This isn't really easy to solve, since the creation of NSTaggedPointerStrring instances is hardwired pretty deep in CoreFoundation with no way to disable this "optimization". Although it would be possible to create a new NSString subclass with a byte buffer, make sure to convert to that class before putting instances in the lookup table, that seems like a lot of work. Or we could just revert this convenience.

Damn the torpedoes and full speed ahead!

Alternatively, we really wanted to get rid of this whole process of packing character data into NSString instances just to immediately unpack them again, so let's leave the regression as is and do that instead.

Where previously the builder had a NSString *key instance vaiable, it now has a char *keyStr and a int keyLen. The string-handling case in the JSON parser is now split betweeen the key and the non-key casse, with the non-key case still doing the conversion, but the key-case directly sending the char* and length to the builder.


			case '"':
                parsestring( curptr , endptr, &stringstart, &curptr  );
				if ( curptr[1] == ':' ) {
                    [_builder writeKeyString:stringstart length:curptr-stringstart];
					curptr++;
					
				} else {
                    curstr = [self makeRetainedJSONStringStart:stringstart length:curptr-stringstart];
					[_builder writeString:curstr];
				}
                curptr++;
				break;

This means that at least temporarily, JSON escape handling is disabled for keys. It's straightforward to add back, makeRetainedJSONStringStart:length: does all its processing in a character buffer, only converting to a string object at the very end.
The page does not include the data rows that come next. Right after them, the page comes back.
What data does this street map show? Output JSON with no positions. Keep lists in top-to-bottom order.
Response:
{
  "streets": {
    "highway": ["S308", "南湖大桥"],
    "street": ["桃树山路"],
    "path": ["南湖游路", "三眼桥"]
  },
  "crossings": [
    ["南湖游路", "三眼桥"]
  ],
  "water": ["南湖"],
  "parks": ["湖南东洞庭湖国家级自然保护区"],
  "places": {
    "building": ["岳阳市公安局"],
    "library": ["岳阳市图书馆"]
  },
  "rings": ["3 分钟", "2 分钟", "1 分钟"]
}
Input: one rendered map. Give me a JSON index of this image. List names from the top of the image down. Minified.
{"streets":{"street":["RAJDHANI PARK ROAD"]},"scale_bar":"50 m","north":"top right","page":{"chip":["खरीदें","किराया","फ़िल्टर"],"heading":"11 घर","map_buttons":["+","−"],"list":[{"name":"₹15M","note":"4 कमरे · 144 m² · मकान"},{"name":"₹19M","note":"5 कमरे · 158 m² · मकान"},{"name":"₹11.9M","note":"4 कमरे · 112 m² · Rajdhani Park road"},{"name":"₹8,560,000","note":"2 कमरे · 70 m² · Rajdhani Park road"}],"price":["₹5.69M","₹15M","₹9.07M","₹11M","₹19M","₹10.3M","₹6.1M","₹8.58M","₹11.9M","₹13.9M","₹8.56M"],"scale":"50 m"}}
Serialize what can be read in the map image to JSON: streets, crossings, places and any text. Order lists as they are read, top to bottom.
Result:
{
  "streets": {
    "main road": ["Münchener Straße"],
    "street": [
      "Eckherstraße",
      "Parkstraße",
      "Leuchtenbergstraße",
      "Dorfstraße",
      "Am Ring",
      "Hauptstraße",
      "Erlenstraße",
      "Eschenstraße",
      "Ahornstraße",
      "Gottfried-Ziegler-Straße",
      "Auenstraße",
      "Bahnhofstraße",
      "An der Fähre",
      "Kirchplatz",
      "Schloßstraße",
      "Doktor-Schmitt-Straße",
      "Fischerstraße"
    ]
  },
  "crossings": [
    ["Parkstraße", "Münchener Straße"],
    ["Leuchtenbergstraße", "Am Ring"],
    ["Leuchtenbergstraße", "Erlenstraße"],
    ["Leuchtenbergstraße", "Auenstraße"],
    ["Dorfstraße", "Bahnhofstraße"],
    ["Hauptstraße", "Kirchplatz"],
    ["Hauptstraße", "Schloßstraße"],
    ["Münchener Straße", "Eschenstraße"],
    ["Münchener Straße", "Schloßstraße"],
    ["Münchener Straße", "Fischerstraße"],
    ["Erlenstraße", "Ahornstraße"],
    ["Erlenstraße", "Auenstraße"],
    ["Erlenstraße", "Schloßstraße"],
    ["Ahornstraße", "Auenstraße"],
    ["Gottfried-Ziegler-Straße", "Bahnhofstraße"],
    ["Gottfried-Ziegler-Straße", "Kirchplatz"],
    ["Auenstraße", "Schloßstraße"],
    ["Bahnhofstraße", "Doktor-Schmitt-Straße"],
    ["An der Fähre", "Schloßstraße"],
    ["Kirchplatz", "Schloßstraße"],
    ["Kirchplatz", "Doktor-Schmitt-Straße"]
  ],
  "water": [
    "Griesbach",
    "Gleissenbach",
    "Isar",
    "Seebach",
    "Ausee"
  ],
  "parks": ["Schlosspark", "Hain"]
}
-(void)writeString:(NSString*)aString
{
    if ( keyStr ) {
        MPWValueAccessor *accesssor=OBJECTFORSTRINGLENGTH(self.accessorTable, keyStr, keyLen);
        [accesssor setValue:aString forTarget:*tos];
        keyStr=NULL;
    } else {
        [self pushObject:aString];
    }
}

If there is a key, we are in a dictionary, otherwise an array (or top-level). In the dictionary case, we can now fetch the ValueAccessor via the OBJECTFORSTRINGLENGTH() macro.

The results are encouraging: 299ms, or 147 MB/s.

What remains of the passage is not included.